[Collected data entries]
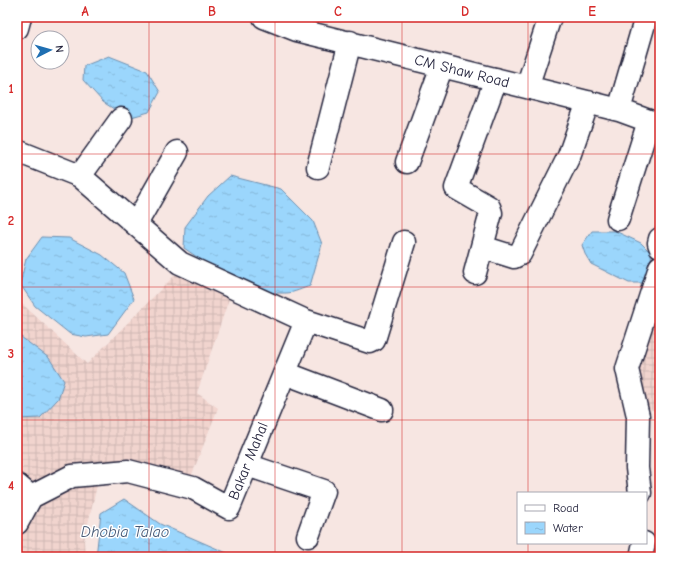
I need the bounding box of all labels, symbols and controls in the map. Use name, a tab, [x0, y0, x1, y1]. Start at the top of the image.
text: A	[81, 4, 89, 19]
text: B	[208, 4, 216, 19]
text: C	[334, 4, 342, 19]
text: D	[461, 4, 469, 19]
text: E	[588, 4, 596, 19]
north arrow	[30, 30, 70, 70]
text: N	[53, 45, 66, 53]
street label: CM Shaw Road	[413, 51, 511, 91]
text: 1	[8, 81, 14, 96]
text: 2	[8, 213, 14, 228]
text: 3	[8, 346, 14, 361]
street label: Bakar Mahal	[224, 420, 272, 502]
text: 4	[8, 478, 14, 493]
legend	[517, 492, 647, 544]
text: Road	[553, 501, 579, 515]
text: Water	[553, 521, 583, 535]
water label: Dhobia Talao	[81, 523, 169, 541]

* _EXERCISE GOAL_
Could you reproduce the records above exactly, leaving out every picture?

* _SOLUTION_
I need the bounding box of all labels, symbols and controls in the map. Use name, a tab, [x0, y0, x1, y1]. Start at the top of the image.
text: A	[81, 4, 89, 19]
text: B	[208, 4, 216, 19]
text: C	[334, 4, 342, 19]
text: D	[461, 4, 469, 19]
text: E	[588, 4, 596, 19]
north arrow	[30, 30, 70, 70]
text: N	[53, 45, 66, 53]
street label: CM Shaw Road	[413, 51, 511, 91]
text: 1	[8, 81, 14, 96]
text: 2	[8, 213, 14, 228]
text: 3	[8, 346, 14, 361]
street label: Bakar Mahal	[224, 420, 272, 502]
text: 4	[8, 478, 14, 493]
legend	[517, 492, 647, 544]
text: Road	[553, 501, 579, 515]
text: Water	[553, 521, 583, 535]
water label: Dhobia Talao	[81, 523, 169, 541]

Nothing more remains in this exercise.